„Überwachungswerkzeuge deutscher Unternehmen werden in großem Stil ins Ausland verkauft. Die Hersteller tummeln sich auf eigens dafür veranstalteten Verkaufsmessen“, kritisiert der Bundestagsabgeordnete Andrej Hunko die Berichte über Exporte von Abhörwerkzeugen deutscher Firmen“.

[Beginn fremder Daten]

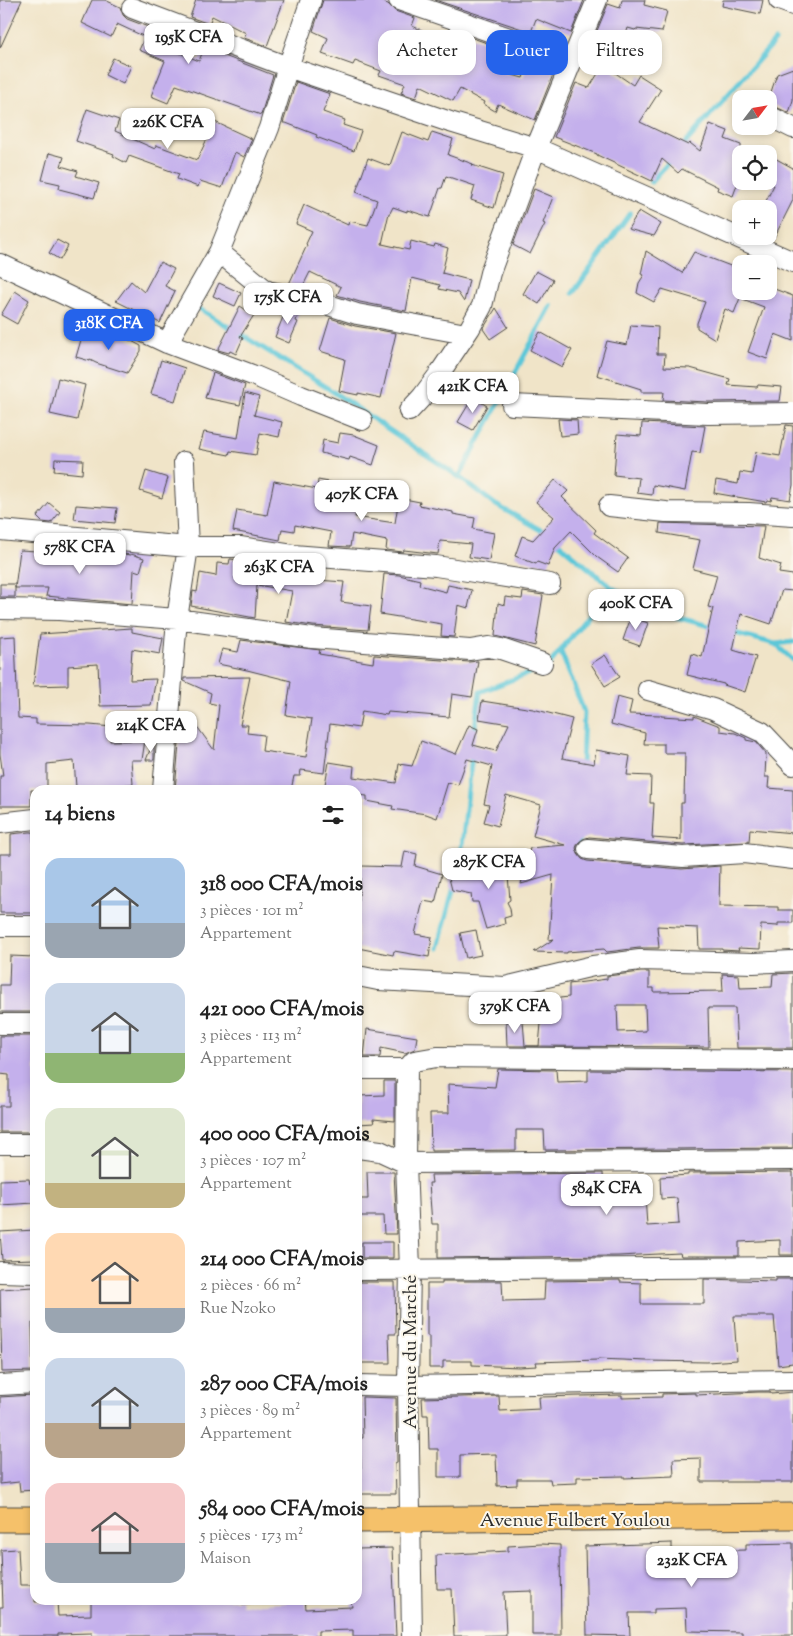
<!DOCTYPE html>
<html lang="fr">
<meta charset="utf-8">
<style>
:root{--surface:#fff;--page:#f2f2f2;--text:#222;--muted:#767676;--accent:#2563eb}
body{margin:0;font-family:"Sorts Mill Goudy",serif;background:var(--page);color:var(--text);height:100vh;display:flex;flex-direction:column;font-size:19px;white-space:nowrap}
*{box-sizing:border-box;margin:0}
p{font-size:16px;color:var(--muted)}
.icon{flex:none;width:28px;height:28px;fill:none;stroke:currentColor;stroke-width:2;stroke-linecap:round;stroke-linejoin:round}
.map{position:relative;flex:1;overflow:hidden}
.drawer{position:absolute;left:30px;top:785px;width:332px;height:820px;display:flex;flex-direction:column;background:var(--surface);border-radius:15px;box-shadow:0 2px 8px #0003}
.drawer>*{flex:none}
.guide{position:absolute;left:378px;top:30px;width:340px;height:45px;display:flex;gap:10px}
.needle{width:32px;rotate:59deg}
.tools{position:absolute;left:732px;top:90px;display:grid;gap:10px}
.tools a{display:grid;place-items:center;width:45px;height:45px;border-radius:10px;background:var(--surface);box-shadow:0 2px 8px #0003;font-size:25px}
.price{position:absolute;translate:-50% -42px;padding:0 11px;border-radius:10px;background:#fff;color:#222;font-size:16px;line-height:32px;filter:drop-shadow(0 1px 2px #0008)}
.price::after{content:'';position:absolute;left:50%;top:30px;width:15px;height:11px;margin-left:-8px;background:inherit;clip-path:polygon(0 0,100% 0,50% 100%)}
.price.active{background:var(--accent);color:#fff}
ul{padding:0;list-style:none}
li{display:flex;align-items:center;gap:15px;height:125px;padding:0 15px}
li span{display:grid;place-items:center;flex:none;width:140px;height:100px;border-radius:15px;color:#555}
li>.icon{margin-inline-start:auto}
span .icon{width:60px;height:60px;fill:#fffc;stroke-width:1}
li b{font-size:21px}
h2{display:flex;justify-content:space-between;align-items:center;height:60px;padding:0 15px;font-size:21px}
.pill{padding:0 18px;border-radius:15px;background:var(--surface);box-shadow:0 2px 8px #0003;font-size:18px;line-height:45px}
.pill.active{background:var(--accent);color:#fff}
.map>svg:first-child{display:block}
</style>
<div class="map">
<svg width="793" height="1636" viewBox="0 0 793 1636">
<rect width="100%" height="100%" fill="#fbf7ec"/>
<filter id="ink" filterUnits="userSpaceOnUse"><feTurbulence type="fractalNoise" baseFrequency=".02" numOctaves="2"/><feDisplacementMap in="SourceGraphic" scale="10" xChannelSelector="R" yChannelSelector="G"/><feConvolveMatrix kernelMatrix="1 2 1 2 8 2 1 2 1" color-interpolation-filters="sRGB"/></filter>
<filter id="wash" filterUnits="userSpaceOnUse"><feTurbulence type="fractalNoise" baseFrequency=".0096" numOctaves="4" result="noise"/><feDisplacementMap in="SourceGraphic" scale="20" xChannelSelector="R" yChannelSelector="G"/><feGaussianBlur stdDeviation="1.12" result="paint"/><feColorMatrix in="noise" values="0 0 0 0 0 0 0 0 0 0 0 0 0 0 0 0 0 1.4 0 .05"/><feComposite in="paint" operator="in"/></filter>
<g filter="url(#wash)">
<rect width="100%" height="100%" fill="#f0e4c8"/>
<g fill="none" stroke-linecap="round" stroke-linejoin="round">
<path stroke="#5dc7d8" stroke-width="5" d="M681,148l94,-107
M651,182l20,-22
M573,293l57,-80
M200,309l129,80 130,88 37,28 50,28
M459,477l92,-171
M555,540l56,47 39,23 63,17
M731,632l44,12 18,16
M775,644l18,-2
M561,652l23,60 -2,55
M548,666l63,-79
M474,734l6,-42 60,-23
M578,860l1,-24
M438,948l22,-84 12,-109"/>
</g>
<g id="blocks">
<path fill="#c4b0ec" fill-rule="evenodd" d="M0,0h22l-22,48z
M92,0h13l15,7 3,8 4,4 37,14 -5,11 40,17 5,-13 69,27 -12,40 -85,-30 -8,18 -17,-7 14,-35 -26,-11 6,-13 -28,-13 -6,13 -29,-14z
M196,0h88l-17,46 -23,-8 2,-5 -34,-17 -3,8 -19,-7z
M323,0h54l11,4 7,7 20,7 -3,8 19,8 -6,20 29,13 10,-32 37,13 -7,22 29,8 7,-20 26,9 -21,53 -37,-16 -3,7 -12,-7 1,-2 -24,-13 -7,12 -33,-16 -4,13 -15,-5 4,-9 -26,-9 2,-4 -26,-10 -2,4 -31,-11 6,-16 -15,-7z
M435,0h149l-13,33 -35,-14 -5,13z
M622,0h23l-1,5 23,6 -5,21 -26,-3 -1,1 -7,-2 -14,44 19,13 6,-10 22,14 -21,33 48,23 2,-2 10,8 10,-27 18,7 -3,8 16,6v29l-8,22 -16,-6 1,-3 -36,-18 -4,4 -16,-14 -10,22 -55,-26v-1l-43,-17 22,-54 13,5 23,-37 -20,-8 16,-39 12,4z
M723,0h40l-3,14 -38,-8z
M113,58l18,8 -8,18 -18,-9z
M793,68v32l-4,13 -20,-9v-6l8,-24z
M296,82l34,12 -7,18 22,8 -2,5 18,6 -7,20 -38,-14 1,-2 -31,-12h-3z
M87,109l32,11 -4,11 40,18 1,-4 41,15 18,-38 37,17 -8,18 -9,-5 -13,36 -22,-7 -2,6 -21,-8 2,-5 -50,-18 -3,7 -13,-7 1,-2 -38,-13z
M402,132l26,10 4,-10 21,7 -5,16 25,9 -1,1 31,10 -9,33 -23,-8 4,-14 -29,-10 -4,12h-2l-10,29 -23,-7v2l-14,-5 -3,6h-1l-7,31 27,6 2,-9 23,6 1,-3 13,4 -6,25 27,7 -5,22 -6,-9 -19,-4 1,-4 -28,-7 -6,33 -46,-9 -23,-7 4,-8 -31,-15 -7,14 -14,-2 18,-39 -1,-1 6,-13 -16,-7 8,-19 44,20 1,-4 19,4 9,-25 -21,-8 12,-34 21,8 1,-1z
M49,153l15,4 -3,9 17,5 -2,5 23,7 -5,15 -35,-9 1,-5 -18,-4z
M769,155l24,13v32l-20,40 -4,-2v-29h-7l12,-24 -5,-2z
M534,189l19,8 -10,26 2,1 -15,30 -17,-9z
M639,211l22,13 -7,12 -26,-7z
M57,240l11,6 -8,14 -11,-7z
M646,251l36,22 12,-21 47,18v21h28v-4l24,9v45l-18,-7 -8,25 -19,-7 16,-45 -24,-9 -6,15 -9,-4 -10,30 -18,-11v-5l8,-21 -43,-13 -8,13 -17,-9 2,-10 5,-8 -3,-1z
M160,262l14,7 -9,17 10,5 -15,32 -44,-22 15,-20 13,11z
M536,271l17,9 -14,24 -16,-10z
M219,283l22,10 -6,13 -22,-10z
M15,291l14,9 -12,24 -16,-9z
M240,306l14,9 -14,22 3,1 -7,16 -6,-3 -1,2 -11,-3z
M287,307l13,3 -4,11 2,1 -9,21 -14,-6z
M496,308l12,19 -18,12 -7,-10z
M330,318l25,8 41,7 -15,65 -23,-5v2l-19,-4 6,-32 -25,-8z
M631,325l27,2 -1,27h8l-1,13 26,1 40,11 -2,6 29,2 1,-2 24,2 -2,14 -72,1 -45,-2 1,-8h-23v-3l-44,-14 10,-34 20,4z
M109,329l32,17v5l-14,22 -31,-10 -6,-3v1l-14,-4 7,-24 16,5 1,-2 6,2z
M540,332l32,18 -10,17 -32,-17z
M161,360l24,8 -10,33 -24,-7z
M213,373l32,12 -5,20 -35,-7z
M58,378l27,7 -8,35 -27,-6z
M245,393l14,4 -5,18 28,7 -3,15 -19,-4 -4,22 -26,-4 -1,4 -30,-6 5,-17 34,6z
M473,397l14,9 -14,24 -15,-8z
M558,419l19,1 1,14 -18,2z
M642,423l63,3 -5,27 -8,-1 -7,39 -32,-6 -1,10 -15,-2 2,-15 -25,-3 3,-41 24,2z
M786,425l7,1v59l-3,15 -18,-3 -1,4 -4,-1 -1,2 -52,-9 2,-13 22,4 2,-12 12,2 4,-22 24,4z
M340,433l14,2 25,10 -6,20 -23,-8 -1,3 -28,-7 2,-13 15,3z
M55,459l28,1 -1,14 -28,-3z
M146,471l22,7 -6,20 -22,-7z
M318,480l22,4 -4,21 21,4 -2,8 40,6 4,-25 21,4 -1,3 34,7v2l22,4 -2,11 21,4 -5,27 -20,-3 2,-13 -31,-3 -2,13 -34,-4 -1,2 -17,-2 1,-9 -35,-7 -2,13 -21,-1 2,-14 -36,-7 -1,6 -12,-2 -2,11 -47,-9 4,-21 30,5 7,-34 43,8z
M555,480l13,11 -6,6 34,33 -2,3 34,25 -10,14 -21,-15 -26,-26 -16,17 -7,18 -11,-4 -1,2 -21,-8 7,-20 11,4 21,-23 -18,-15z
M49,503l11,9 -9,11 -9,-1 -5,-5z
M76,505l41,3 -2,15 -41,-4z
M660,523l104,3 -5,32 22,7 -2,8 14,2v16l-11,-1 -11,34 -30,-10 -8,36 23,7 -11,35 -21,-7v-1l-37,-9 5,-21 10,3 11,-49 -5,-1 9,-32 -24,-6 7,-29 -41,-7z
M20,550l50,3v-1l13,1 9,-3 39,5v-1l13,4 -4,14 -6,-2 -2,34 -86,-8 2,-8h-33z
M230,559l51,6 -1,4 25,6 -1,4 40,3 -3,20 30,4 -3,24 -55,-4 -27,-4 6,-31 -35,-6 -2,33 -64,-12 2,-15 4,1 3,-19 16,3 1,-13 12,1z
M384,574l15,1 21,5 -1,5 27,7 2,-7 24,5 -4,18 -10,-3 -4,32 -13,-1 1,-12 -62,-10z
M0,584h15v13h-15z
M523,592l20,3 -8,51 -40,-10 3,-33 6,2 1,-8 17,2z
M631,617l17,6 -8,23 -17,-6z
M132,628v4l31,6 -3,16 -28,-5 -2,31 26,-1 -5,26 -51,1 -2,-42 -30,2v19l-35,1 7,-52z
M15,636l3,82 18,1v5l54,1 22,2 -2,14 35,-1 -3,20h-11l2,24 -19,1v5h-31v-3h-7l-2,-26 -27,3v26h-16v16h-31v-30h3l-3,-22v-117z
M241,640l79,10 -1,4 54,9 1,-8 95,7 9,-1 -6,36 -20,-3 -3,23 -61,-5 -1,3 -25,-4 -3,17 -29,-4 -6,49 -23,-3 -1,6h-6l-3,14h-116l6,-70 12,1 21,29 5,-45 -10,-2 2,-10 -27,-12v-3l66,-1 -10,48h8l-1,8 17,2 -2,16 44,6 6,-38 -26,-4 5,-34 -44,-11 -29,-6 4,-15 16,3z
M605,655l15,22 -15,9 -14,-22z
M617,697l15,4 -3,13 32,1v1l33,2v-2l26,10v5l15,2 11,5v2l10,2 10,12 -1,23h4l-1,11 25,2v43l-43,-4 -1,13 -66,3 -94,-8 -6,2 -5,4 -2,5 2,6 4,5 5,2 95,8 38,-3 -1,40 59,1v3h15v13h-15v3l-17,-1 -1,24 -22,-1 1,3 -17,-1v-1h-23l-1,-21 -41,-2 2,22h-20l-32,4 -3,-3 -37,3v1l-33,-1 20,-13 -5,1 4,-65 -32,9 9,-36 35,-3 -32,-9 8,-31 -35,-10 -8,31 -14,-4 5,-17 -5,-1 8,-38 -25,-7 -9,26 -10,-3 -11,36 -11,-4 -34,-5 1,-3 -26,-5v-5l-9,-1v-5h-34l5,-28 25,4 -1,11 43,6 3,-19 13,2 9,-25 35,13 13,-29 9,4 -5,16 23,6 13,-27 -30,-5 3,-18 51,8 39,10 -10,39 32,6 2,-14 34,6 -3,19 24,1 -1,27h4l-2,35 29,2v-37h3l1,-50h-21v-9h-20l1,-11 -34,-9z
M154,740v20h-8z
M30,832h3l2,81h-35v-59h11v-20z
M506,850l4,50 -3,2 3,6 1,8 -7,2 1,6 -19,5 -8,-27h-6l-1,-8 -19,-4 -3,-12 40,-4 -1,-23z
M405,851l12,3 -2,12 27,8 -7,29 -12,-2 -8,33 17,3 -3,20 -35,-6 -1,4 -35,-7v-53h1l2,-29 41,1z
M476,930l5,25 -15,3 -6,-25z
M10,956l25,1v55h-35v-27h9z
M641,972h8v16h5v4l69,-1 -1,-17 17,1 1,13 32,-1 1,-13 20,-1v75h-56l-2,-40h-27l1,39 -184,-1h14l3,-34h12l-3,-13 18,-2v-13l38,-5v-3zM617,1005h28l1,26 -28,1z
M506,1021h17l2,25h-18z
M367,1029l50,8 -2,12 -10,4 -24,-5 -1,9h-16z
M0,1036h35v96h-35v-26h9v-31l-9,-1z
M498,1069l58,1 1,12 31,-1v-11l205,2v76l-248,2 -1,-20h-28v20l-85,1 -1,-38h19l-1,-29 47,3z
M384,1081h11v40l-22,-2 1,4 -16,1v-28l26,-1z
M367,1172h27l3,62h-13l-1,-18h-25v-17h10z
M793,1172v83h-13v-15l-41,2v14h-58l-1,-3 -62,3 -180,2v-34h-6l-3,-41h3l-1,-8 172,-2 1,25 41,-2 2,30 32,-2 -2,-26 -16,1 -1,-22 28,-2v-2z
M29,1179l1,5 5,-1v20l-35,2v-25z
M35,1230v29l-33,1 -2,-28z
M362,1242h31v16h-31z
M704,1279l72,2v-2h17v84l-15,2 -4,-49h-40l3,44 -30,2 -60,-1 -49,-2v1l-62,2 1,4 -18,1 -47,-2v-4h-29v7h-14v-32h-2v-52h15v-3h60l1,20 41,-1 1,-19 75,-1v2l21,1v21h63z
M358,1282h37l1,52h-7l1,29h-29v-11h-3z
M34,1287l1,36h-3l1,48 -31,1 -2,-83z
M758,1392h12l1,2 22,-2v90h-92v-24l-28,1 1,17 -50,2v-2l-47,1v6l-26,1 -1,-5h-33v6l-20,1 -1,-32 -36,1v22h-22v-28h-9l-1,-34h-5l-1,-17 77,-2 1,15 40,-2 -1,-12 83,-2v3l40,-1v-3l34,-1v2z
M33,1395h2v95l-15,1 -1,-9 -19,2v-87z
M362,1397l34,1 1,64 -2,1 1,31h-37l-1,-26h3l-1,-30h3z
M672,1543v16l33,-1v-7l41,-1v-6l47,-1v92l-51,1v-4l-55,-1 -1,-23 -32,1v4h-25l1,23 -43,-1 -2,-89z
M541,1544l19,1 1,90h-29v-44l-28,1 2,43 -52,1 -2,-47h-15l-1,-34 72,-4v-5z
M392,1548l4,88h-43v-6l-35,1v5h-226v-3l-34,1v2h-58v-29h3l-2,-57 17,-1 2,36h15v17l22,-1 1,15 33,-1v-13l19,-2h131l1,5 44,-2v-3h19l1,9 46,-2 -1,-6 7,-1v-51z"/>
</g>
</g>
<g filter="url(#ink)">
<use href="#blocks" fill-opacity="0" stroke="#494743" stroke-width="1"/>
<g fill="none" stroke-linecap="round" stroke-linejoin="round">
<defs>
<path id="minor" d="M399,0l174,60
M779,0l14,5
M132,8l156,59 162,55 86,26 257,114
M769,116l24,12
M219,252l48,39 52,11 38,12 109,20
M0,264l167,79 88,33 46,20 61,24
M167,343l52,-91 50,-124 19,-61 23,-67
M512,405l196,9 85,-1
M409,411l13,-14 15,-20 33,-49 12,-22 8,-33 46,-125 61,-148
M609,506l57,6 83,1 44,3
M0,530l188,17h52l53,8 143,11 114,18
M0,609l59,1 118,9 135,19 158,12 18,-3 13,2 41,14
M648,690l65,19 49,23 31,33
M163,790l14,-171 11,-72 -4,-85
M0,823l35,-4
M588,849l95,8 61,-4 49,6
M0,926h35
M358,976l20,4 127,7 88,-21 47,-6 113,3 40,-2
M0,1024h35
M358,1069h49l7,-8 23,-4 356,3
M407,1069l-1,94 4,106 -2,117 4,250
M0,1144h35
M358,1148l22,3 26,12 387,-3
M358,1270l435,-3
M0,1272l35,1
M0,1385l35,-2
M358,1385l50,1 385,-6"/>
<path id="major" d="M0,1519h35
M358,1520l435,-4"/>
</defs>
<use href="#minor" stroke="#494743" stroke-width="22"/>
<use href="#major" stroke="#494743" stroke-width="27"/>
<use href="#minor" stroke="#fff" stroke-width="20"/>
<use href="#major" stroke="#f5c16b" stroke-width="25"/>
</g>
</g>
<g text-anchor="middle" stroke-width="4" stroke-linejoin="round" paint-order="stroke">
<g font-size="19" fill="#2b2b2b" stroke="#fbf7ec">
<text transform="translate(409 1352) rotate(-90)" y="7">Avenue du Marché</text>
<text x="575" y="1526">Avenue Fulbert Youlou</text>
</g>
</g>
</svg>
<div class="tools">
<a><svg class="needle" viewBox="-14 -14 28 28"><path d="M0-13l5 13h-10z" fill="#e53935"/><path d="M0 13l5-13h-10z" fill="#767676"/></svg></a>
<a><svg class="icon" aria-label="locate" viewBox="0 0 24 24"><circle cx="12" cy="12" r="6"/><path d="M12 2v4M12 18v4M2 12h4M18 12h4"/></svg></a>
<a>+</a>
<a>−</a>
</div>
<b class="price" style="left:189px;top:65px">195K CFA</b>
<b class="price" style="left:168px;top:150px">226K CFA</b>
<b class="price" style="left:288px;top:325px">175K CFA</b>
<b class="price active" style="left:109px;top:351px">318K CFA</b>
<b class="price" style="left:473px;top:414px">421K CFA</b>
<b class="price" style="left:362px;top:522px">407K CFA</b>
<b class="price" style="left:80px;top:575px">578K CFA</b>
<b class="price" style="left:279px;top:595px">263K CFA</b>
<b class="price" style="left:636px;top:631px">400K CFA</b>
<b class="price" style="left:151px;top:753px">214K CFA</b>
<b class="price" style="left:489px;top:890px">287K CFA</b>
<b class="price" style="left:515px;top:1034px">379K CFA</b>
<b class="price" style="left:607px;top:1216px">584K CFA</b>
<b class="price" style="left:692px;top:1588px">232K CFA</b>
<div class="guide">
<a class="pill">Acheter</a>
<a class="pill active">Louer</a>
<a class="pill">Filtres</a>
</div>
<section class="drawer">
<h2>14 biens<svg class="icon" aria-label="filters" viewBox="0 0 24 24"><path d="M4 7h16M4 17h16"/><circle cx="9" cy="7" r="2"/><circle cx="15" cy="17" r="2"/></svg></h2>
<ul>
<li><span style="background:linear-gradient(#a9c7e8 65%,#9aa5b1 0)"><svg class="icon" aria-label="home" viewBox="0 0 24 24"><path d="M3 11l9-7 9 7M6 9v11h12V9"/></svg></span><div><b>318 000 CFA/mois</b><p>3 pièces · 101 m²</p><p>Appartement</p></div></li>
<li><span style="background:linear-gradient(#c9d6e8 70%,#8fb573 0)"><svg class="icon" aria-label="home" viewBox="0 0 24 24"><path d="M3 11l9-7 9 7M6 9v11h12V9"/></svg></span><div><b>421 000 CFA/mois</b><p>3 pièces · 113 m²</p><p>Appartement</p></div></li>
<li><span style="background:linear-gradient(#dfe7d0 75%,#c2b280 0)"><svg class="icon" aria-label="home" viewBox="0 0 24 24"><path d="M3 11l9-7 9 7M6 9v11h12V9"/></svg></span><div><b>400 000 CFA/mois</b><p>3 pièces · 107 m²</p><p>Appartement</p></div></li>
<li><span style="background:linear-gradient(#ffd9b3 75%,#9aa5b1 0)"><svg class="icon" aria-label="home" viewBox="0 0 24 24"><path d="M3 11l9-7 9 7M6 9v11h12V9"/></svg></span><div><b>214 000 CFA/mois</b><p>2 pièces · 66 m²</p><p>Rue Nzoko</p></div></li>
<li><span style="background:linear-gradient(#c9d6e8 65%,#b9a48a 0)"><svg class="icon" aria-label="home" viewBox="0 0 24 24"><path d="M3 11l9-7 9 7M6 9v11h12V9"/></svg></span><div><b>287 000 CFA/mois</b><p>3 pièces · 89 m²</p><p>Appartement</p></div></li>
<li><span style="background:linear-gradient(#f6c9c9 60%,#9aa5b1 0)"><svg class="icon" aria-label="home" viewBox="0 0 24 24"><path d="M3 11l9-7 9 7M6 9v11h12V9"/></svg></span><div><b>584 000 CFA/mois</b><p>5 pièces · 173 m²</p><p>Maison</p></div></li>
</ul>
</section>
</div>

Der Elektronik- und Rüstungskonzern Siemens exportiert sogenannte „Monitoring Centres“, mit denen Polizeien und Geheimdienste in Bahrain, Iran oder China Jagd auf Oppositionelle machen. Auch Produkte der hessischen Firma DigiTask oder von Utimaco aus Aachen werden auf internationalen Verkaufsmessen vertrieben. Das Münchener Unternehmen Elaman warb als Hauptsponsor auf der größten jährlichen Überwachungsmesse in Dubai und vertreibt Trojanerprogramme der britischen Gamma International Ltd. Ebenfalls im Überwachungsgeschäft sind die deutschen Firmen Trovicor, ATIS Uher und Ipoque.

In einer Abstimmung hatte das Europäische Parlament vor zwei Wochen beschlossen, Exporte von Überwachungstechnologie zukünftig strikter zu reglementieren. Die Abgeordneten wollen vor allem „Abfangtechniken und Vorrichtungen der digitalen Datenübertragung“ unter Ausfuhrkontrolle stellen. Damit soll die weltweite Überwachung von Mobiltelefonen, Textnachrichten und Internetkommunikation eingedämmt werden.

Hunko weiter:

„Wenn es sich bewahrheitet, dass auch deutsche Firmen Ländern mit wenig Achtung der Meinungsfreiheit ihre Überwachungstechnologie verbilligt überlassen, um dafür Testberichte zu erhalten, wäre dies ein eklatanter Verstoß gegen die Menschenrechte. Diese Praxis hatte kürzlich der neue Vorsitzende der tunesischen Internetbehörde auf einer Blogger-Konferenz in Tunis öffentlich gemacht.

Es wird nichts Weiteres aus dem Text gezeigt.